Um boné define ninguém se a análise permanecer no literal. Não passa de um mero objeto que visa proteger a cabeça humana do sol e providenciar sombra nos olhos caso o usufruto respeite o seu propósito. Depois, se dispensarmos a formalidade que levou à sua criação, um boné também pode ser um acessório de estilo, moda ou conforto que continua sem definir a pessoa em quem poisa. Pode, contudo, deixar pistas e o modo como Jack Sock maneja o seu tapa-crânios sintoniza-se com tudo o que de não verbal há nele.

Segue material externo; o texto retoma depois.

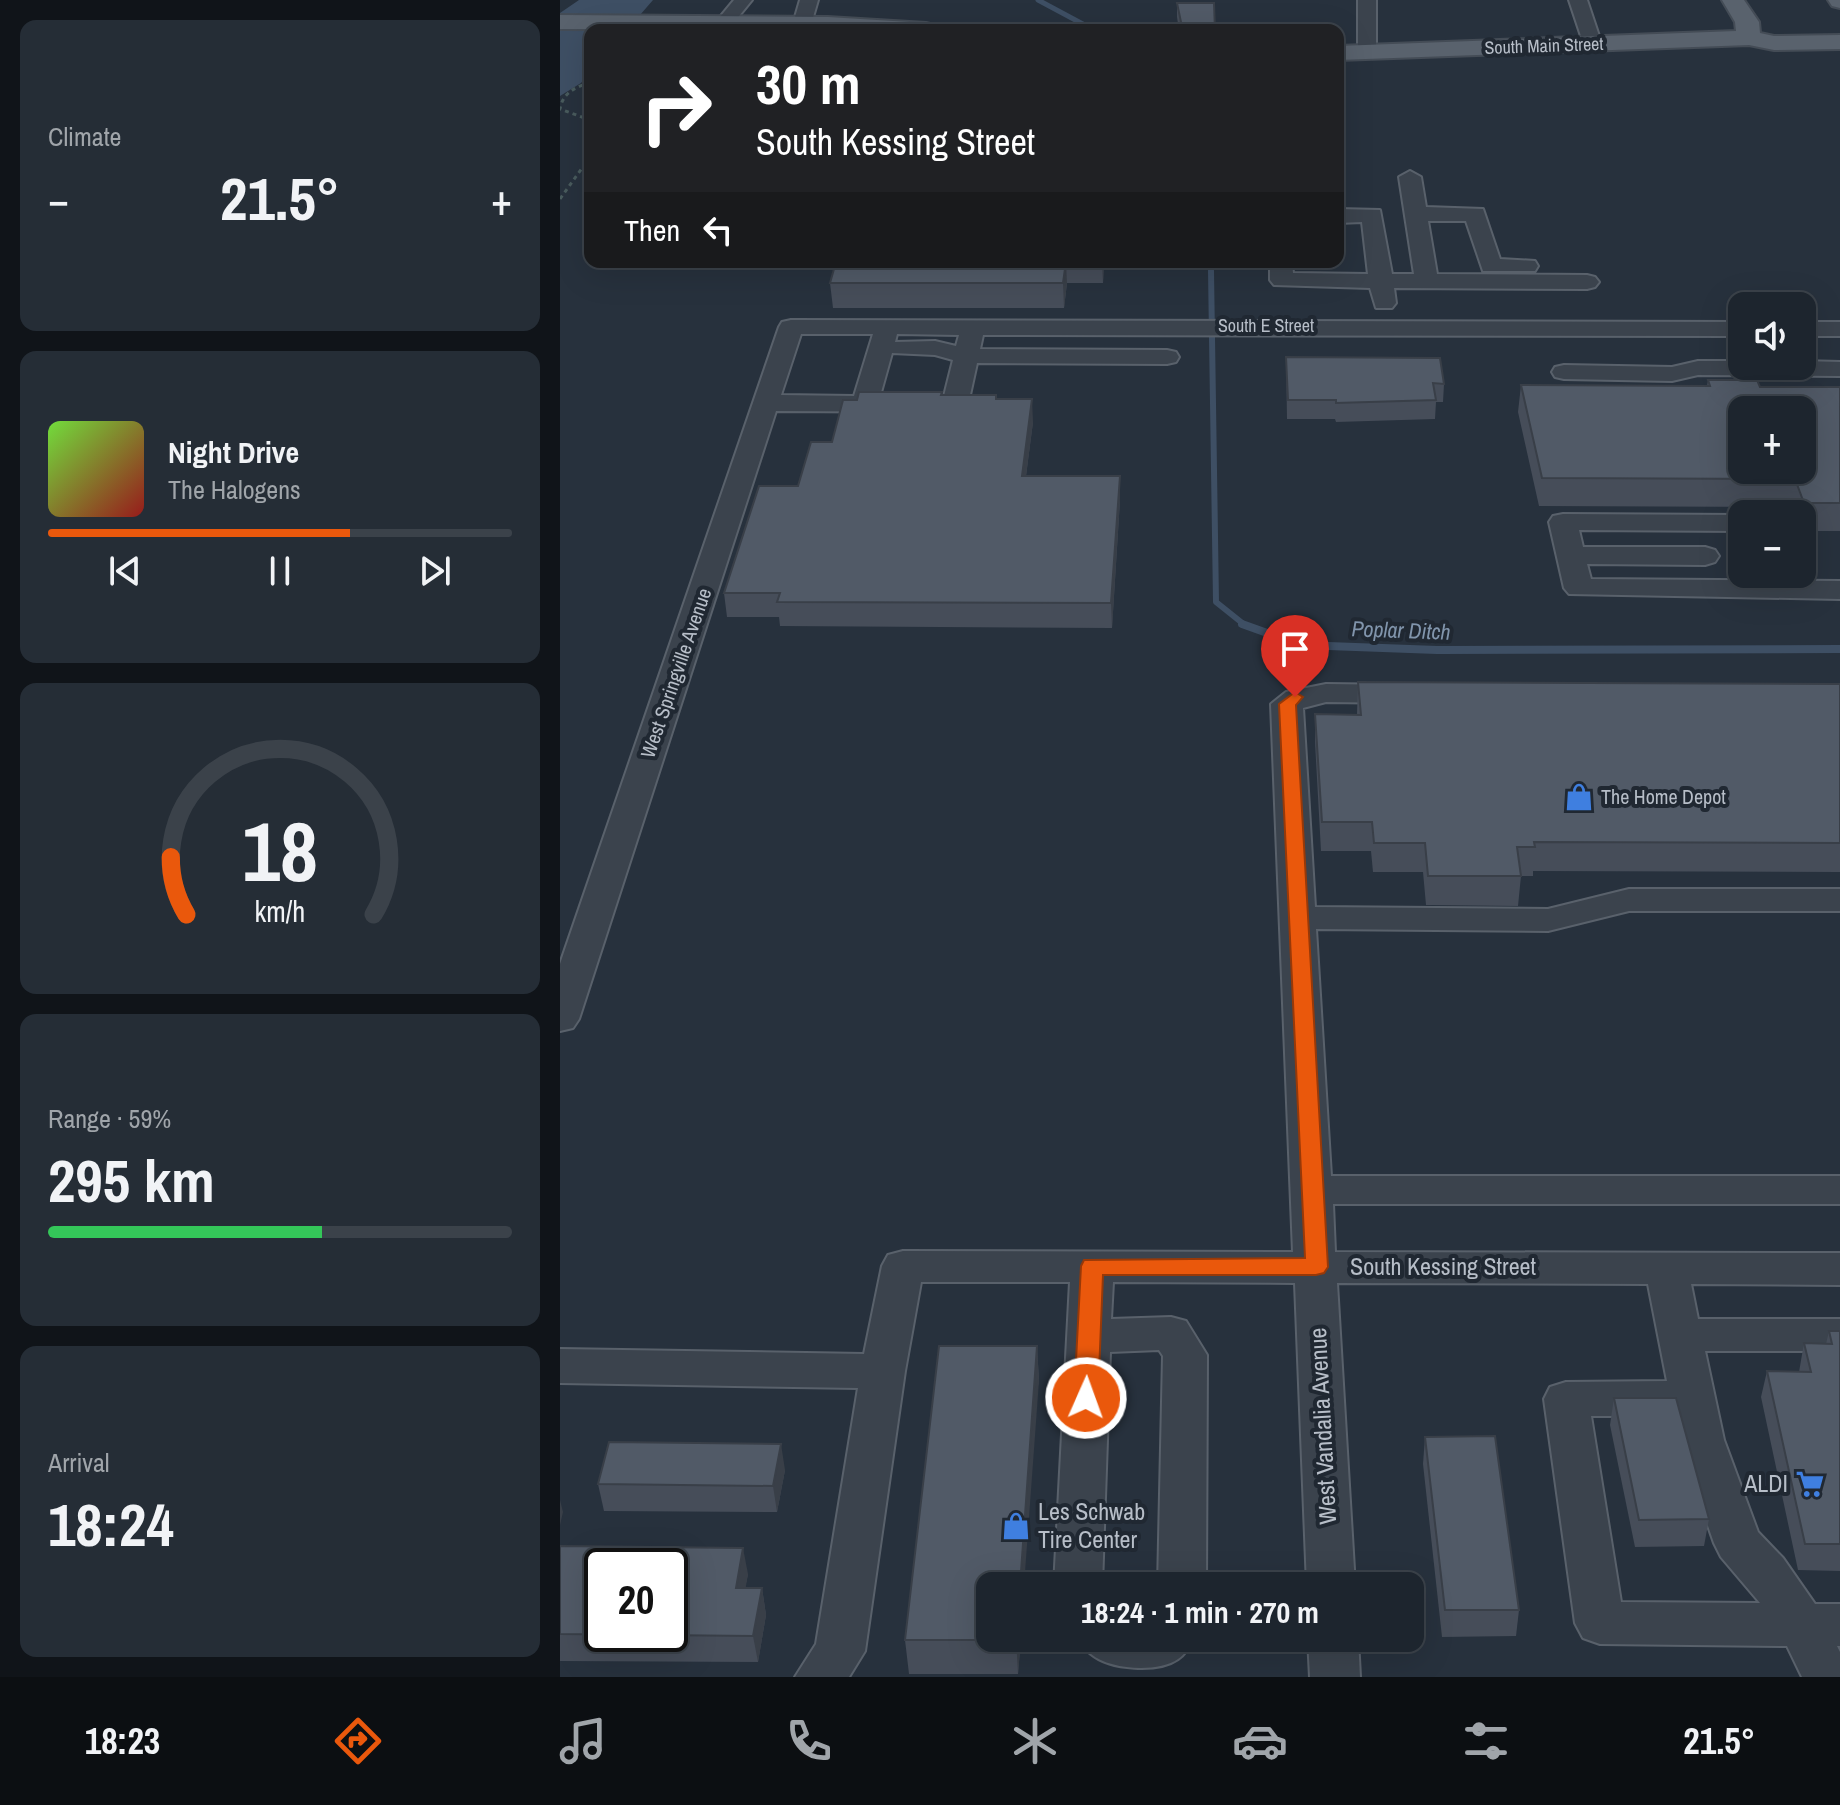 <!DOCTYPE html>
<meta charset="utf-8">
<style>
body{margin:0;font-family:"Archivo Narrow",sans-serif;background:#252d36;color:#f1f3f6;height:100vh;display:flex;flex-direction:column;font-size:30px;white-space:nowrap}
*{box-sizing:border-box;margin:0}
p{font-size:26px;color:#a0a5aa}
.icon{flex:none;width:44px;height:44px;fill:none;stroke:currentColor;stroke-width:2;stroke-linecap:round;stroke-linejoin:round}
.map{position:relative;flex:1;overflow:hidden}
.panel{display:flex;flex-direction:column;gap:20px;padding:20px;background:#101419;width:560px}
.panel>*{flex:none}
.banner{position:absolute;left:24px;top:24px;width:760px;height:244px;border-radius:16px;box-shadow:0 8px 32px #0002,0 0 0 2px #3b424a;background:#202124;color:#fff;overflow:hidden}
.fabs{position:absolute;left:1168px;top:292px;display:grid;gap:16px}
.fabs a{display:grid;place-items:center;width:88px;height:88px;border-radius:16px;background:#1d252e;box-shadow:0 8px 32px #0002,0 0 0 2px #3b424a;font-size:40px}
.speed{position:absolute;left:24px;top:1548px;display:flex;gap:16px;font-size:40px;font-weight:700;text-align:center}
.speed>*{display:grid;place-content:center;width:104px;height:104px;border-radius:50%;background:#1d252e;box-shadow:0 8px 32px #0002,0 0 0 2px #3b424a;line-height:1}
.speed .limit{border:4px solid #111;border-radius:12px;background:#fff;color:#111}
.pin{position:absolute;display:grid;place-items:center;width:68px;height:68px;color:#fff;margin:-82px -34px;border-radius:50% 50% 50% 0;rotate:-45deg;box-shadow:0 0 8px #0007}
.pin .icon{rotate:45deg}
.me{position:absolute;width:88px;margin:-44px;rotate:2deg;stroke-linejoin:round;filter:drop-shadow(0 0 6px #0008)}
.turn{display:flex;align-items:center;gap:28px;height:168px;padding:0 40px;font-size:36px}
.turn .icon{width:104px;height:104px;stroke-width:2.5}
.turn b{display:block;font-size:56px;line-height:68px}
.then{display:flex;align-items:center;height:76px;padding:0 40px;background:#0003;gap:16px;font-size:30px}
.big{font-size:60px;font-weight:800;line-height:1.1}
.panel .card{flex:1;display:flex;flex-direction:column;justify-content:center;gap:12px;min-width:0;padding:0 28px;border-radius:16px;background:#252d36}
.panel .dial{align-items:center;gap:0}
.dial svg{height:208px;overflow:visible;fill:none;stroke:#3b424a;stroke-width:7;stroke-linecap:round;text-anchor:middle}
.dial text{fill:#f1f3f6;stroke:none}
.song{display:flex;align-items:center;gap:24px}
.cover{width:96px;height:96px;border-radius:12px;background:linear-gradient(135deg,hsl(100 70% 55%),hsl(0 70% 35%))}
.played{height:8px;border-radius:4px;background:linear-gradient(90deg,#ea580c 65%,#3b424a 65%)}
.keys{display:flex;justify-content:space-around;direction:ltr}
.heat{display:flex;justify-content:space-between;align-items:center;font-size:44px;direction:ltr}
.charge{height:12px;border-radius:6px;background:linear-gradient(90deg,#34c759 59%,#3b424a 0)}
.trip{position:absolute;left:416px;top:1572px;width:448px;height:80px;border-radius:16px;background:#1d252e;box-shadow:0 8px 32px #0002,0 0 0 2px #3b424a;font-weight:800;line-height:80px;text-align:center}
.dock{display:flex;height:128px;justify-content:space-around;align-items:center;background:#0c0f12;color:#a0a5aa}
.dock .icon{width:56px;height:56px}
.dock .selected{color:#ea580c}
.dock b{font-size:36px;color:#f1f3f6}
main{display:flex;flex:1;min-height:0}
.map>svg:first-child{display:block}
.water{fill:#3e4f64}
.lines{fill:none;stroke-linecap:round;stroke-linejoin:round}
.stream-far2{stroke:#3e4f64;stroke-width:5}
.stream-far1{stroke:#3e4f64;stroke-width:6}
.stream{stroke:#3e4f64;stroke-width:8}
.minor-casing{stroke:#59616b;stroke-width:4}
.major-casing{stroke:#444c56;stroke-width:4}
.path{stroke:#495b5d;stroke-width:3;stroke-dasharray:4 4;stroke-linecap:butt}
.minor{fill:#3b434d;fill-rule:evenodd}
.major{fill:#59626d;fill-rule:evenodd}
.wall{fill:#464d59}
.shaded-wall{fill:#393f48}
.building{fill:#515a67;stroke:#393f48;stroke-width:2;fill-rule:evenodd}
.route{fill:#ea580c;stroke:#983908;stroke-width:2}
.labels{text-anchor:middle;stroke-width:8;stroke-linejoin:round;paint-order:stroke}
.far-street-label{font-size:18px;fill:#b7bec8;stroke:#202832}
.street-label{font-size:20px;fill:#b7bec8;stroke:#202832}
.poi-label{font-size:20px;fill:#b7bec8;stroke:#202832;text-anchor:start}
.water-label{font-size:22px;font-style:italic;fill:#8195ac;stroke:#202832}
.near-street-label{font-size:24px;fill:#b7bec8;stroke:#202832}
.near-poi-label{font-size:24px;fill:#b7bec8;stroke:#202832;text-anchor:end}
</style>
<main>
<section class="panel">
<div class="card"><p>Climate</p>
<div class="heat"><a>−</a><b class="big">21.5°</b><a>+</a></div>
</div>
<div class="card">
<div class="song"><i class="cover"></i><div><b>Night Drive</b><p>The Halogens</p></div></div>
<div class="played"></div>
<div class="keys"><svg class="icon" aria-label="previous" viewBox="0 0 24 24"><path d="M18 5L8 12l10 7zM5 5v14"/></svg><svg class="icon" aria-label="pause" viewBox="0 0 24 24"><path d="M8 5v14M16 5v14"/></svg><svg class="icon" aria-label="next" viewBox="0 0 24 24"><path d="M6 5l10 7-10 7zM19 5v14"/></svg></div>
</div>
<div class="card dial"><svg viewBox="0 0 100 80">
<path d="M14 69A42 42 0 1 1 86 69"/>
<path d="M14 69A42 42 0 0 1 8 47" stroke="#ea580c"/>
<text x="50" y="56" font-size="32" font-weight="700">18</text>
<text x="50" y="72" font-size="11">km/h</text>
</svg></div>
<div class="card"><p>Range · 59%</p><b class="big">295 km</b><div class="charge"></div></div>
<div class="card"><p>Arrival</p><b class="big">18:24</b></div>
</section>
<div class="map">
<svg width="1280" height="1677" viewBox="0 0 1280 1677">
<rect width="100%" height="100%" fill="#27313d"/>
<polygon class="water" points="19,0 93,0 67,30 30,30 30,72 21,83 0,96 0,13"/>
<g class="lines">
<g class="stream-far2">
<polyline points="478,0 534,30"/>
<polyline points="651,262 651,273"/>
</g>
<polyline class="stream-far1" points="651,271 656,602 686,626"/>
<polyline class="stream" points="682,624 741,645 877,650 1280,649"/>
<defs>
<g id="minor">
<polygon points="174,0 192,0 170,27 158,27 155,23"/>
<polygon points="240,0 258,0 251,24 242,29 233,24"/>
<polygon points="798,0 816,0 816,52 807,58 798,52"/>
<polygon points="1009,0 1027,0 1042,45 1040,49 1026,49 1024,45"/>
<polygon points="850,171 861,177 866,207 923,209 940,259 975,261 978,266 975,271 923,271 906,221 868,221 877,274 1027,275 1035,277 1039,282 1035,287 1027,289 834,288 836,303 832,308 816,308 810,288 714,285 710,280 710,262 732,262 733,273 808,274 802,222 778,223 778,209 820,210 832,274 854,274 839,177"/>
<path d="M231 320 1182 322V336L423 335 420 349 607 350 616 352 619 357 616 362 607 364 417 363 408 404 404 409 395 412 216 411 19 1019 13 1028 0 1031V964L219 327 222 322ZM241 334H313L294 396 221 395ZM337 334 399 335 396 346 375 341 335 342ZM332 353 375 355 393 360 384 396H320Z"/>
<rect x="1242" y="322" width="38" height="14"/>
<polygon points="1138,361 1182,361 1182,366 1242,366 1242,361 1280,362 1280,376 1138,375 1112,381 1004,379 995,377 992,372 995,367 1004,365 1112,367"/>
<polygon points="1003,514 1182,515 1182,531 1019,530 1023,547 1145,547 1155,550 1159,556 1155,562 1145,565 1027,564 1031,579 1280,581 1280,599 1009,594 1004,588 989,522 993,516"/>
<path d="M766 684 845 685 856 687 861 694 856 701 845 703 766 702 743 708 755 907 988 909 1069 889H1280V911H1069L988 931 756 929 771 1176H1280V1204H773L775 1252 1280 1253V1285L1131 1284 1138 1319H1280V1351H1145L1164 1440 1198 1532 1223 1558 1255 1604H1280V1646H1277L1280 1652V1677H1242L1227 1646 1040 1644 1023 1638 1015 1623 984 1399 990 1387 1006 1382 1107 1381 1088 1284 777 1283 795 1586H747L735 1283 553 1282 551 1319 611 1317 626 1321 647 1355 646 1586H598L603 1356 599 1350 550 1352 542 1586H494L510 1282H361L345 1371 305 1651 289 1677H235L256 1644 298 1388 0 1383V1349L304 1354 322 1266 328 1255 343 1251 733 1252 711 704 726 692ZM1031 1416H1113L1118 1440 1154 1543 1161 1557 1200 1603 1061 1602Z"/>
<path d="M521 1638H633C629 1646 626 1654 618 1659 598 1673 550 1670 531 1654 526 1651 524 1644 521 1638Z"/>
<polygon points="748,1638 798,1638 800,1677 750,1677"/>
</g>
<g id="major">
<polygon points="1162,0 1184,0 1199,22 1200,33 1214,36 1280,35 1280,49 1214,50 1189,45 778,60 778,46 1176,31 1175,22"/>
<polygon points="1268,0 1280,0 1280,8 1272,6"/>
<polygon points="0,15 268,17 366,23 374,25 378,30 0,29"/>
</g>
</defs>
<use href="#minor" class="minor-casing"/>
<use href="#major" class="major-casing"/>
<g class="path">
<path d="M30 82C15 88 3 92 0 109L30 120"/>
<polyline points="0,199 30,157"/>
</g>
<use href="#minor" class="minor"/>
<use href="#major" class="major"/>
</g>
<g class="wall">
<polygon points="617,3 655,30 619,30 617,17"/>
<polygon points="276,262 544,262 543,283 507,283 504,308 273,308 270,283"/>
<polygon points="726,357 884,384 883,402 876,402 875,419 776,422 775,419 727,419"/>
<polygon points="1148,380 1200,387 1280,387 1280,531 1242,531 1242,514 1233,514 1230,507 979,506 958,412 961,385 1147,386"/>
<polygon points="382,395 436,395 437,399 473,422 466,476 560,500 552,628 220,626 219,617 167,617 164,593 238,486 272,442 297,400"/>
<polygon points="798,682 1280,684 1280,872 973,871 973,876 961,876 958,906 866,905 863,872 813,872 811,851 761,851 755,742 755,714 797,714"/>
<polygon points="1269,1331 1280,1331 1280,1571 1238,1570 1201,1397 1207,1371 1239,1372 1244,1343 1266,1344"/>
<polygon points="477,1346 479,1381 430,1638 461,1638 458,1674 349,1674 345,1640"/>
<polygon points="1054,1398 1149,1519 1144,1546 1075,1547 1050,1425"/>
<polygon points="865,1437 959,1610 956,1636 882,1637 863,1464"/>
<polygon points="225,1470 217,1512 44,1511 38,1484"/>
<polygon points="0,1546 188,1574 185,1588 202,1588 206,1615 198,1662 0,1661"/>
</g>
<g class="shaded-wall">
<polygon points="506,262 507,283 504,308 503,283"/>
<polygon points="542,262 544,262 543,283"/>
<polygon points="472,399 473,422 463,499 462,476"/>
<polygon points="560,476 560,500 552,628 551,603"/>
<polygon points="477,1346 479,1381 464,1586 460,1586"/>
<polygon points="221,1444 225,1470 217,1512 213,1486"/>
<polygon points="0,1500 3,1512 0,1525"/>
<polygon points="183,1548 188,1574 181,1615 176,1588"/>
<polygon points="202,1588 206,1615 198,1662 193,1636"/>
<polygon points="456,1638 461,1638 458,1674"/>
</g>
<g class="building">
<polygon points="617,3 654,3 655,30 633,30 633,26 622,27"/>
<polygon points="276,262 506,262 503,283 270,283"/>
<polygon points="726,357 880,358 884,384 873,383 876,400 776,403 776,400 728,400"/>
<path d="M1148 380H1197L1200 387H1280V503H1244L1235 479 982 478 961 385 1150 386ZM1182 410H1242V470H1182Z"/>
<polygon points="299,392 382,392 381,395 436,395 436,399 472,399 462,476 560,476 551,603 217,602 220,593 164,593 199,486 238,486 251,442 272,442 283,400 297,400"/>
<polygon points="798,682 1280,684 1280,843 974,842 975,847 957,847 961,876 868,876 865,843 814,843 812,822 762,822 755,714 801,715"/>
<polygon points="1269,1331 1280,1331 1280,1544 1245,1544 1207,1371 1251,1372 1244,1343 1272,1344"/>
<polygon points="379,1346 477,1346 460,1586 430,1586 430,1638 456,1638 456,1640 345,1640"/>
<polygon points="1054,1398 1116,1398 1149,1519 1079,1520"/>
<polygon points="935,1436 959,1610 885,1610 865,1437"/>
<polygon points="49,1442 221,1444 213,1486 38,1484"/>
<path d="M0 1546 183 1548 176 1588H202L193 1636 0 1634ZM42 1566H110V1634H42Z"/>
</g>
<polygon class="route" points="735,692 743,697 736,705 768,1267 764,1273 756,1275 543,1275 538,1398 535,1405 526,1408 518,1405 514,1398 521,1266 524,1260 745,1258 719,704"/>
<defs>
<symbol id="shop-bare" viewBox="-9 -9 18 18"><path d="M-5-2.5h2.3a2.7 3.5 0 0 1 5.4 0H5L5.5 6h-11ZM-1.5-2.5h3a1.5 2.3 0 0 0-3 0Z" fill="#3f7fe0" stroke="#202832" stroke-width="2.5" paint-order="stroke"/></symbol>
<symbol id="supermarket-bare" viewBox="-9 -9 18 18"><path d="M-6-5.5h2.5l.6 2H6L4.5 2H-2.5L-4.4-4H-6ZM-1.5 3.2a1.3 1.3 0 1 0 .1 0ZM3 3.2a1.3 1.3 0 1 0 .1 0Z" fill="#3f7fe0" stroke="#202832" stroke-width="2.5" paint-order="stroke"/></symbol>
</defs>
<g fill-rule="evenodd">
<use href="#shop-bare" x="999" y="777" width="40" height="40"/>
<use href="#supermarket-bare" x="1230" y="1464" width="40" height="40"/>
<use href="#shop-bare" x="436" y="1506" width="40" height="40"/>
</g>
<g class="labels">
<g class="far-street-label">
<text transform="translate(984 46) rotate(-2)" y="6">South Main Street</text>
<text x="706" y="332">South E Street</text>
</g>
<g class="street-label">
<text transform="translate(116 673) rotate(-71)" y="7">West Springville Avenue</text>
</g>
<g class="poi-label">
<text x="1041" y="804">The Home Depot</text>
</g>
<g class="water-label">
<text transform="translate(841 630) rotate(2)" y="8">Poplar Ditch</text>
</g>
<g class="near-street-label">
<text x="883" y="1275">South Kessing Street</text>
<text transform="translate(763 1426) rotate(-93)" y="8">West Vandalia Avenue</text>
</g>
<g class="near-poi-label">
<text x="1228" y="1492">ALDI</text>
<text x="478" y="1520" text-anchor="start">Les Schwab<tspan x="478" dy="28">Tire Center</tspan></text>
</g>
</g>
</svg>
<div class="fabs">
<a><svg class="icon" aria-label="sound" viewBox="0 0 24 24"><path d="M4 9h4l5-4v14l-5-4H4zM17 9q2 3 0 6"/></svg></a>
<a>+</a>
<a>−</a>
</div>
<div class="speed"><div class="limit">20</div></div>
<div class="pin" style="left:735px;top:697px;background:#d93025"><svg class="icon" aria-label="arrive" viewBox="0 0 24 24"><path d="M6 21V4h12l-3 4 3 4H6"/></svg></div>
<svg class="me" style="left:526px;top:1398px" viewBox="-20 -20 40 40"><circle r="17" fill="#ea580c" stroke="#fff" stroke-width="3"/><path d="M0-11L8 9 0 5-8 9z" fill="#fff"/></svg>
<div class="trip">18:24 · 1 min · 270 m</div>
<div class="banner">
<div class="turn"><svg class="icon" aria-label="right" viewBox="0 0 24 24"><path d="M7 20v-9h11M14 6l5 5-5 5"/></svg><div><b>30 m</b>South Kessing Street</div></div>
<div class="then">Then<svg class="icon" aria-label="left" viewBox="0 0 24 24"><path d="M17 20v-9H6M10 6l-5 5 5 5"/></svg></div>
</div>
</div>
</main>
<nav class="dock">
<b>18:23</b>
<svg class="icon selected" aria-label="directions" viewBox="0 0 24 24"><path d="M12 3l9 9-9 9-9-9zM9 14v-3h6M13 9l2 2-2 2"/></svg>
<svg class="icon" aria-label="music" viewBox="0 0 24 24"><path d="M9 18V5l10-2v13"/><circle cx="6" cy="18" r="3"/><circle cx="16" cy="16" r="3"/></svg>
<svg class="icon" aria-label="phone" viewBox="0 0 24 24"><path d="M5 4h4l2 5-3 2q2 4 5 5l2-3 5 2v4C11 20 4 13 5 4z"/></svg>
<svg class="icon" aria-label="climate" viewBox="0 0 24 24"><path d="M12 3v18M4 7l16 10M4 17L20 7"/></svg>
<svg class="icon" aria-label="car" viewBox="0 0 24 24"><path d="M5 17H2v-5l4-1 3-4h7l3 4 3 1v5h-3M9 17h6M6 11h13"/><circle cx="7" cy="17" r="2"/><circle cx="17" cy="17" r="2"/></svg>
<svg class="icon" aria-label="filters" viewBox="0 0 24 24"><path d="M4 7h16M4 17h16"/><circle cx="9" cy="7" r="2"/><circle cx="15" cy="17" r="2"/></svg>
<b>21.5°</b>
</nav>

A postura do americano é desfiltrada, em court ou fora dele. Exibe uma moleza de quem não quer saber onde está, o porquê de estar e o que tem de fazer, mas isso é quinésica, toda a pessoa comunica sem abrir a boca, outro tema é a cinésica e aí não há quem possa com Jack Sock se a conversa sobre movimento tocar apenas nos momentos em que o ténis se joga aos pares. Dividindo um lado da rede com outro jogador, o caminhar desengonçado e as poses descontraídas continuam a existir em Jack, sempre de boné posto sem sol dentro da Arena O2.

A pala omnipresente para trás, por vezes a tocar-lhe na traseira do pescoço, é um bom avaliador da sua disposição. No sábado, surge recostado na cadeira da sala de imprensa da Laver Cup, inclinado para trás e com o acessório meramente repousado na cabeça, sem lhe encaixar, que nem uma criança reguila; este domingo, reaparece revigorado, o boné já posto à medida e ele com os cotovelos assentes na mesa e comprometido às perguntas que lhe fazem. Havia um justificativo para diferença de atitudes na basilar condição de quem faz vida do desporto: na véspera perdera, agora já vencera.

Jack Sock é o tenista com pior ranking de singulares na Laver Cup onde todos residem entre os 30 primeiros da hierarquia ATP, menos ele, habitante do seu 128.º degrau abaixo da superfície, mas não terá sido pelas suas façanhas solitárias em campo que o convidaram para estar em Londres. Com a sua dentadura de cima a empurrar os lábios para fora e os olhos de bonacheirão, o americano joga pela na Laver Cup pela quarta vez em cinco edições e nesta, claramente, para ser o centro do jogo da cadeira na equipa do Resto do Mundo.

Os três encontros de pares do torneio têm-no como único corpo constante e a sua companhia vai rodando pelos outros que equipam de vermelho. “Nunca é fácil jogar com alguém pela primeira vez”, constata, na evidência ignorada todos os dias porque “houve três novas parcerias”. E Jack Sock encolhe os ombros enquanto o diz. “Não me senti desconfortável com qualquer um deles, já joguei com muitos tipos ao longo da minha carreira e tive sucesso com vários”, lembra o dono de quatro Grand Slams em pares (dois US Open e dois Wimbledon) e em tempos (2018) residente na vice-liderança da classificação mundial.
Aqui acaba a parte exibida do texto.